The task :: Of the lines below, copy those that hold the word "place".
Materials provided START
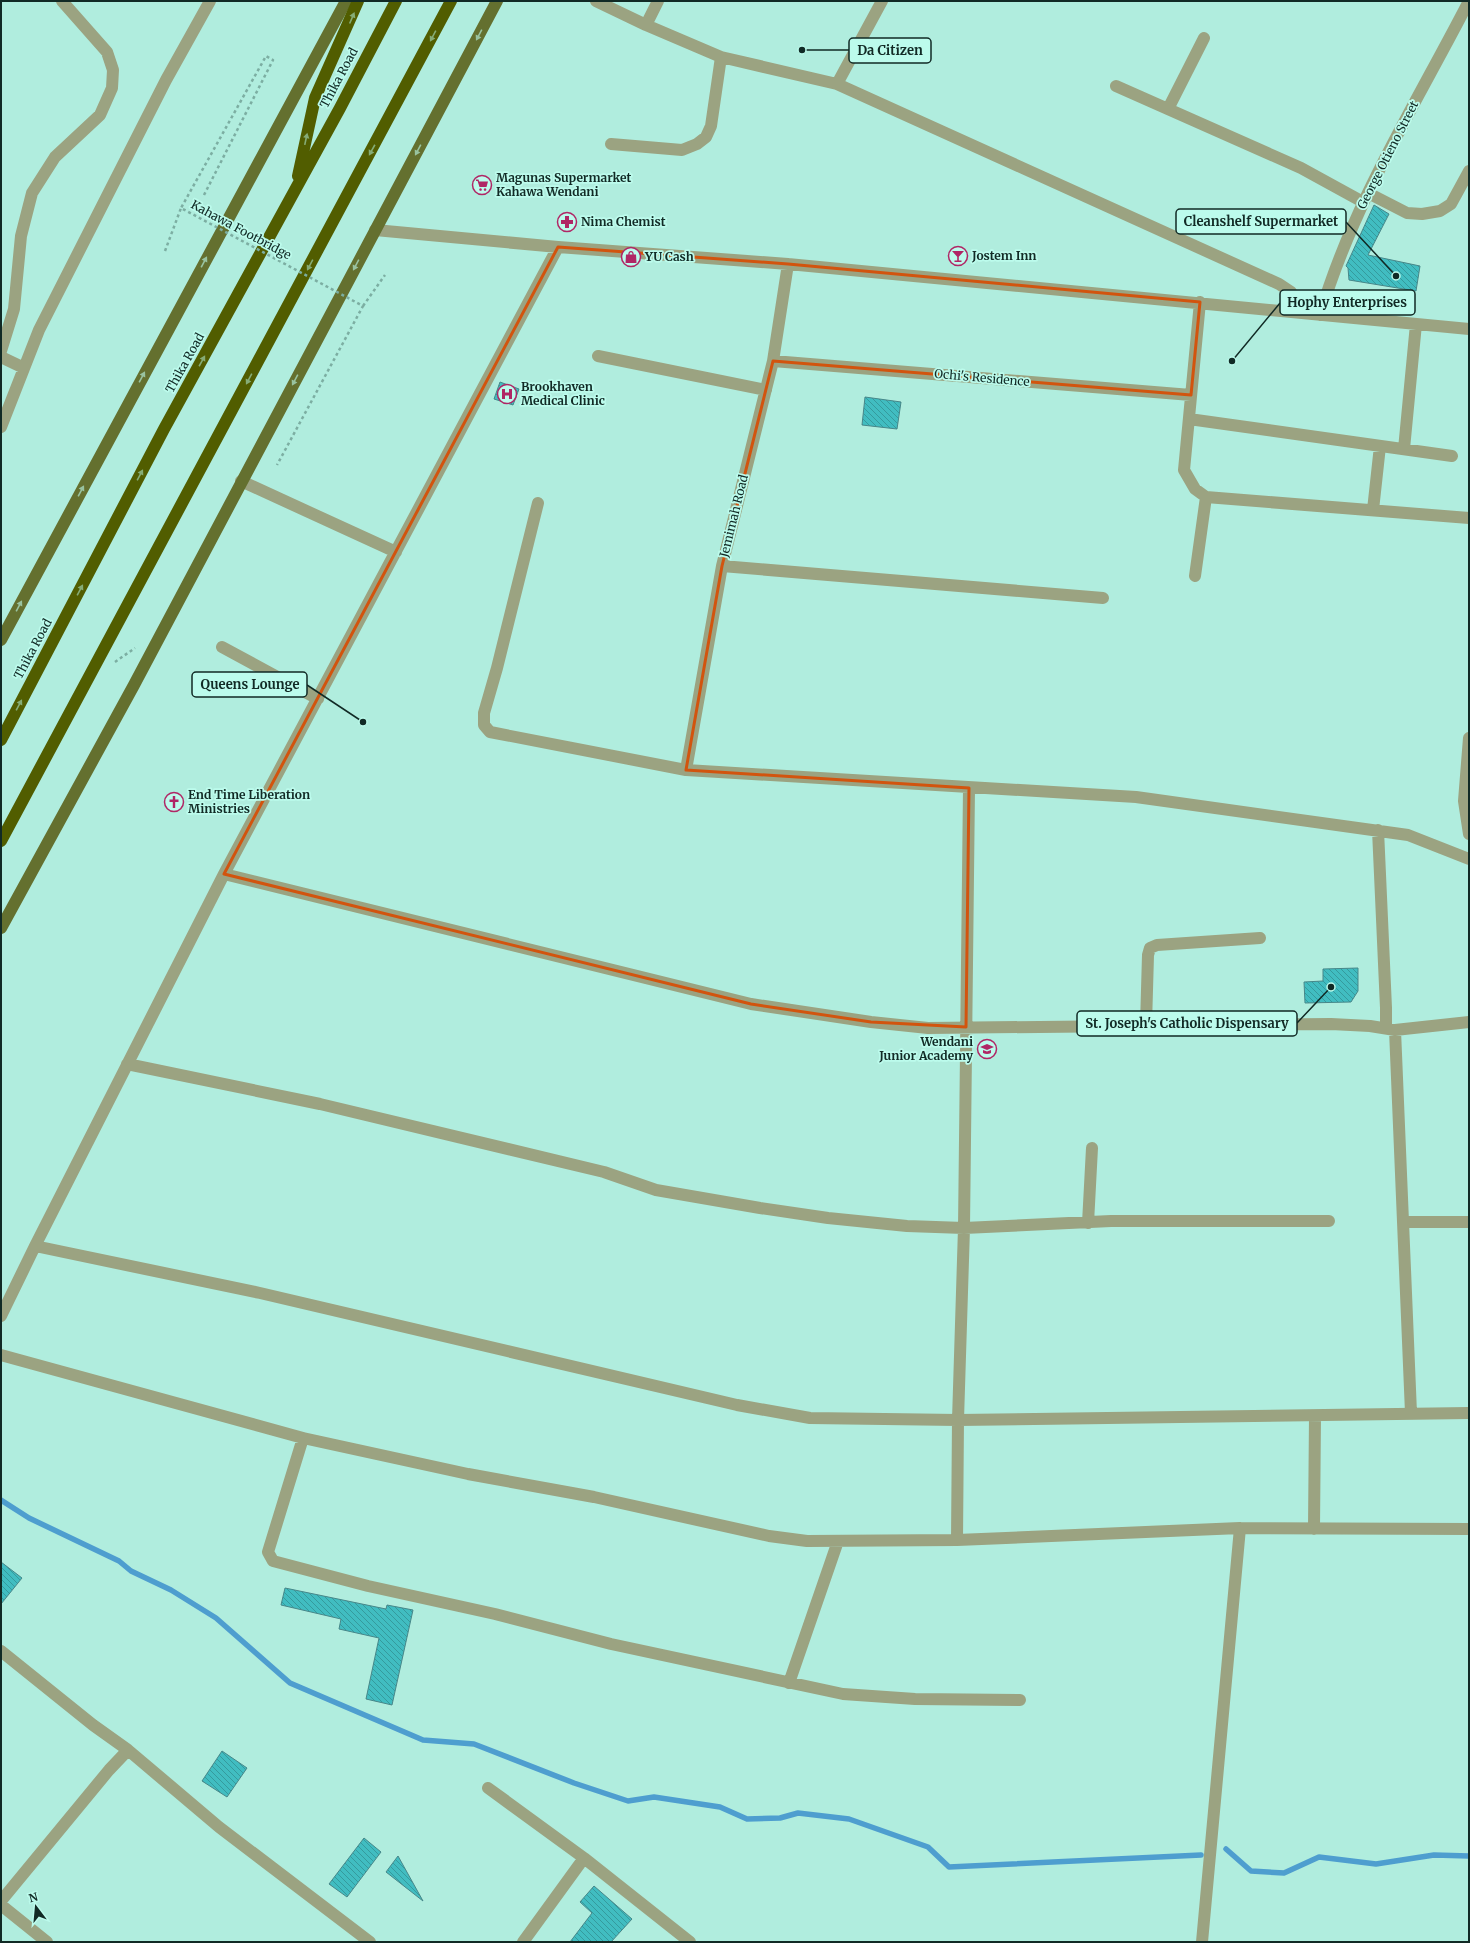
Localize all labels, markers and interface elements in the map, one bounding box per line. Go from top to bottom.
one-way arrow [349,12,355,24]
one-way arrow [430,30,436,41]
one-way arrow [475,30,482,41]
callout: Da Citizen [849,38,931,63]
text: Da Citizen [857,42,923,59]
street label: Thika Road [316,45,361,110]
street label: George Otieno Street [1354,98,1422,211]
one-way arrow [304,133,310,145]
one-way arrow [368,144,375,156]
one-way arrow [414,144,421,156]
place label: Magunas Supermarket Kahawa Wendani [496,170,632,199]
supermarket icon: Magunas Supermarket Kahawa Wendani [471,174,493,196]
street label: Kahawa Footbridge [188,197,294,262]
callout: Cleanshelf Supermarket [1176,209,1346,234]
pharmacy icon: Nima Chemist [556,211,578,233]
text: Cleanshelf Supermarket [1184,213,1339,230]
place label: Nima Chemist [581,214,666,229]
bar icon: Jostem Inn [947,245,969,267]
shop icon: YU Cash [620,246,642,268]
place label: Jostem Inn [971,248,1037,263]
place label: YU Cash [644,249,694,264]
one-way arrow [201,257,207,268]
one-way arrow [307,259,313,270]
one-way arrow [353,259,360,271]
callout: Hophy Enterprises [1280,290,1415,315]
text: Hophy Enterprises [1287,294,1407,311]
street label: Thika Road [162,330,207,395]
one-way arrow [198,355,205,367]
street label: Ochi's Residence [934,366,1030,389]
one-way arrow [139,371,146,383]
one-way arrow [245,373,252,385]
one-way arrow [292,374,299,386]
place label: Brookhaven Medical Clinic [521,379,605,408]
hospital icon: Brookhaven Medical Clinic [496,383,518,405]
one-way arrow [137,469,143,481]
street label: Jemimah Road [716,473,751,560]
one-way arrow [78,486,84,497]
one-way arrow [76,585,83,596]
one-way arrow [16,600,23,612]
street label: Thika Road [10,616,55,681]
callout: Queens Lounge [192,672,307,697]
text: Queens Lounge [200,676,300,693]
one-way arrow [16,700,23,711]
place label: End Time Liberation Ministries [188,787,310,816]
church icon: End Time Liberation Ministries [163,791,185,813]
callout: St. Joseph's Catholic Dispensary [1077,1011,1297,1036]
text: St. Joseph's Catholic Dispensary [1085,1015,1289,1032]
place label: Wendani Junior Academy [878,1034,974,1063]
school or university icon: Wendani Junior Academy [976,1038,998,1060]
north arrow [16,1887,56,1927]
text: N [27,1889,40,1905]

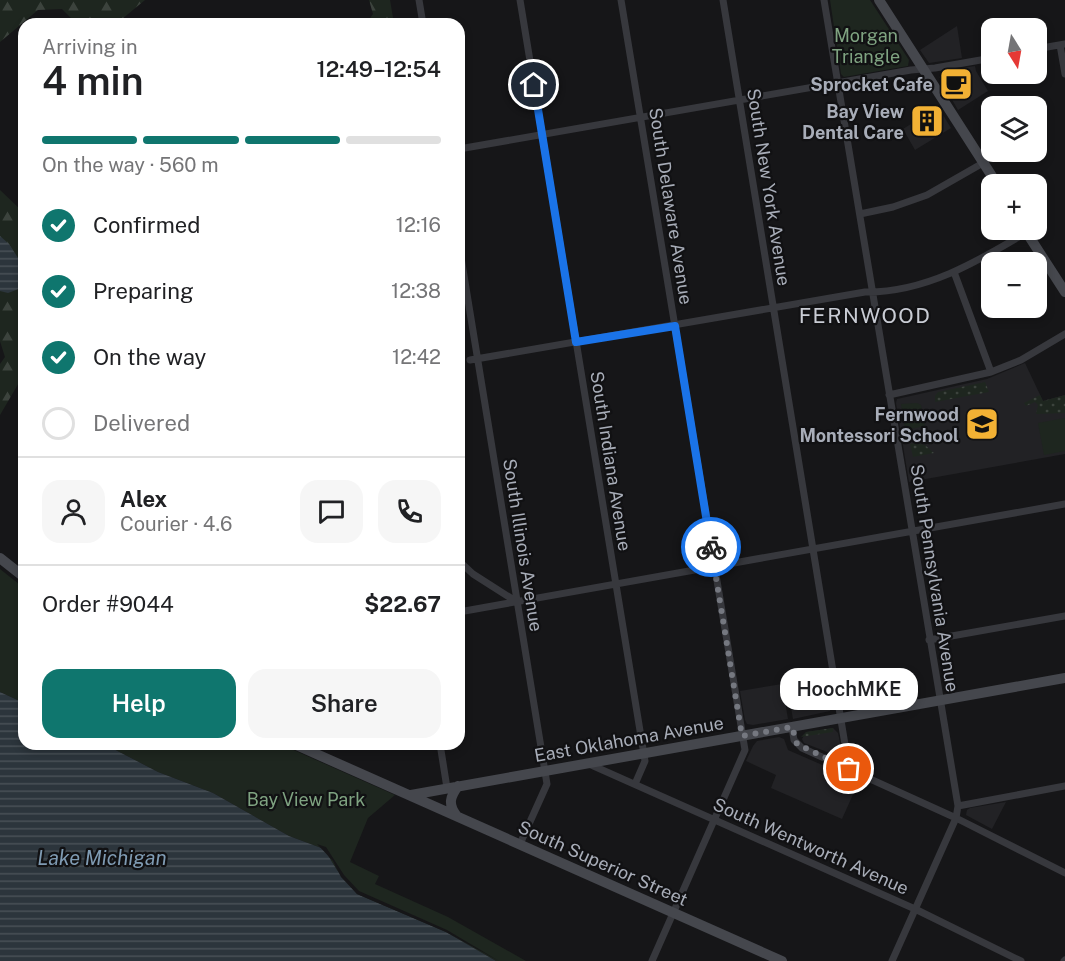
Materials provided END
Output ::
place label: Magunas Supermarket Kahawa Wendani [496,170,632,199]
place label: Nima Chemist [581,214,666,229]
place label: Jostem Inn [971,248,1037,263]
place label: YU Cash [644,249,694,264]
place label: Brookhaven Medical Clinic [521,379,605,408]
place label: End Time Liberation Ministries [188,787,310,816]
place label: Wendani Junior Academy [878,1034,974,1063]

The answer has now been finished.